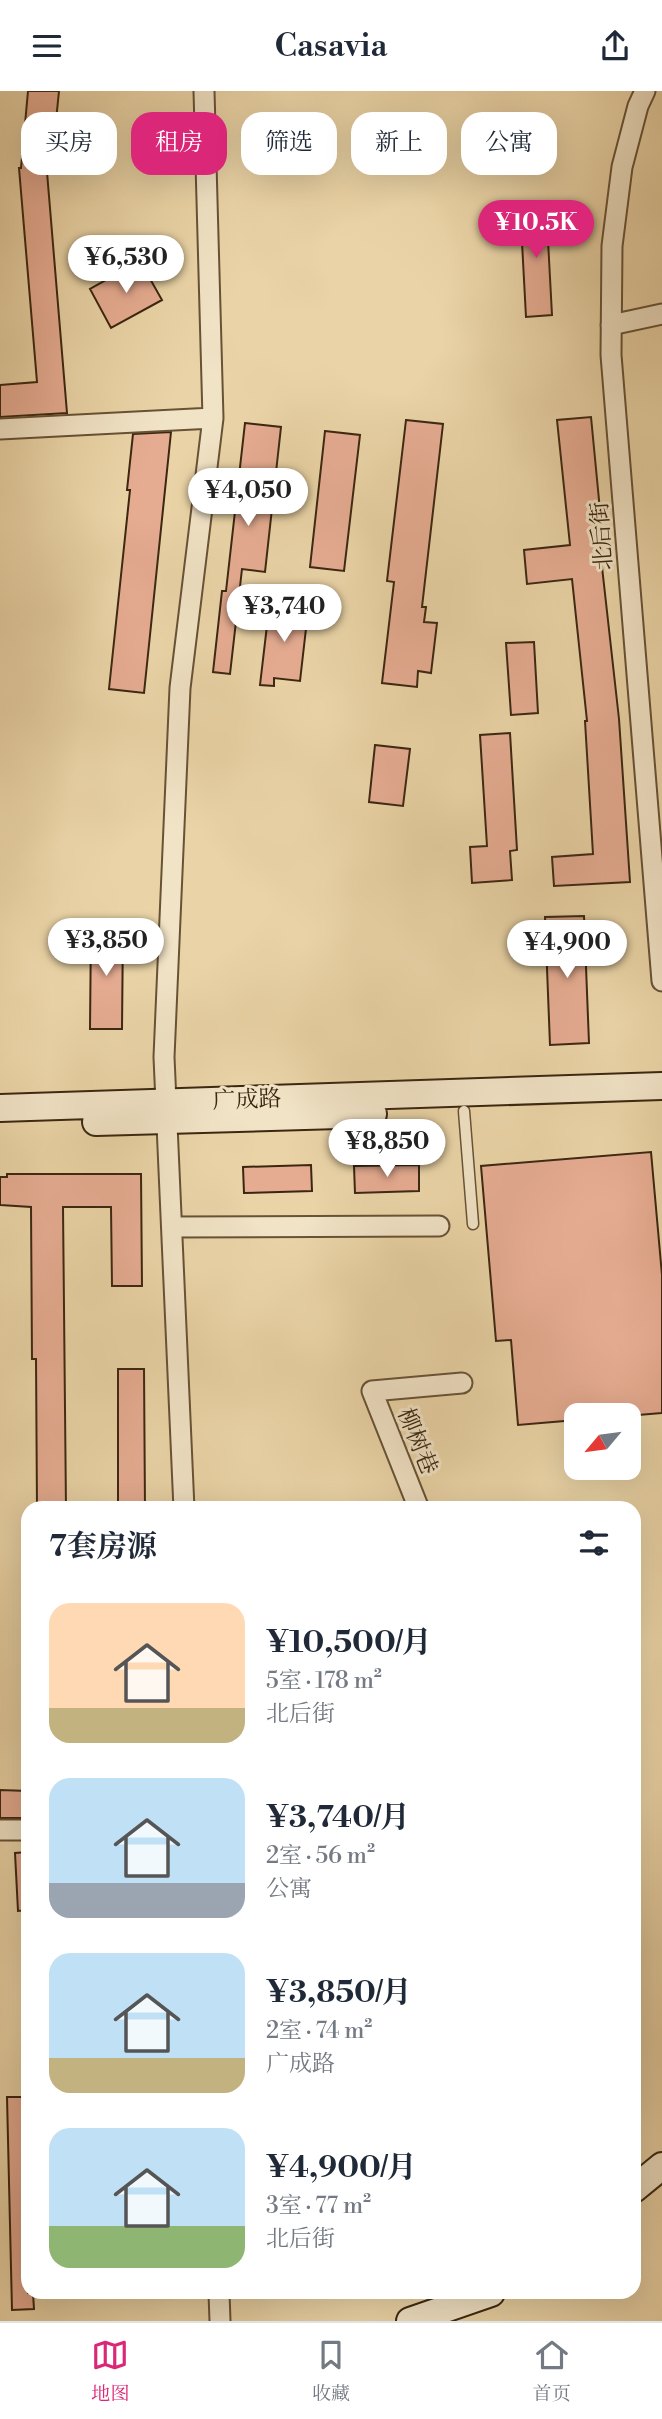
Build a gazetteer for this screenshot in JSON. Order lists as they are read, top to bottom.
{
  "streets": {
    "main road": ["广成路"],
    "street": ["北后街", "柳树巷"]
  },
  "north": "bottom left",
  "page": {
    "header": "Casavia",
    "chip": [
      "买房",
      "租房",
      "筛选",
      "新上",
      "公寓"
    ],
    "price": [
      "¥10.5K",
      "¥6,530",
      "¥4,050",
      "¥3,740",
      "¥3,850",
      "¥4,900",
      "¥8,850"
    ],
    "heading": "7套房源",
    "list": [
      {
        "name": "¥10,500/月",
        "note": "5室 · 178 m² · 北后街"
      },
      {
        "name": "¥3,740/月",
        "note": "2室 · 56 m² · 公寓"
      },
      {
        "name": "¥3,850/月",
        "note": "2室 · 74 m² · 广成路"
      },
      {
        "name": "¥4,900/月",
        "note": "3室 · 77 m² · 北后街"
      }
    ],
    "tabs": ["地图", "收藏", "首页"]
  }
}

* * *

▶ _What the exercise asks_: Once the pictures are set aside, please reproduce the remaining material word for word.

▶ _Solution for this problem_:
Build a gazetteer for this screenshot in JSON. Order lists as they are read, top to bottom.
{
  "streets": {
    "main road": ["广成路"],
    "street": ["北后街", "柳树巷"]
  },
  "north": "bottom left",
  "page": {
    "header": "Casavia",
    "chip": [
      "买房",
      "租房",
      "筛选",
      "新上",
      "公寓"
    ],
    "price": [
      "¥10.5K",
      "¥6,530",
      "¥4,050",
      "¥3,740",
      "¥3,850",
      "¥4,900",
      "¥8,850"
    ],
    "heading": "7套房源",
    "list": [
      {
        "name": "¥10,500/月",
        "note": "5室 · 178 m² · 北后街"
      },
      {
        "name": "¥3,740/月",
        "note": "2室 · 56 m² · 公寓"
      },
      {
        "name": "¥3,850/月",
        "note": "2室 · 74 m² · 广成路"
      },
      {
        "name": "¥4,900/月",
        "note": "3室 · 77 m² · 北后街"
      }
    ],
    "tabs": ["地图", "收藏", "首页"]
  }
}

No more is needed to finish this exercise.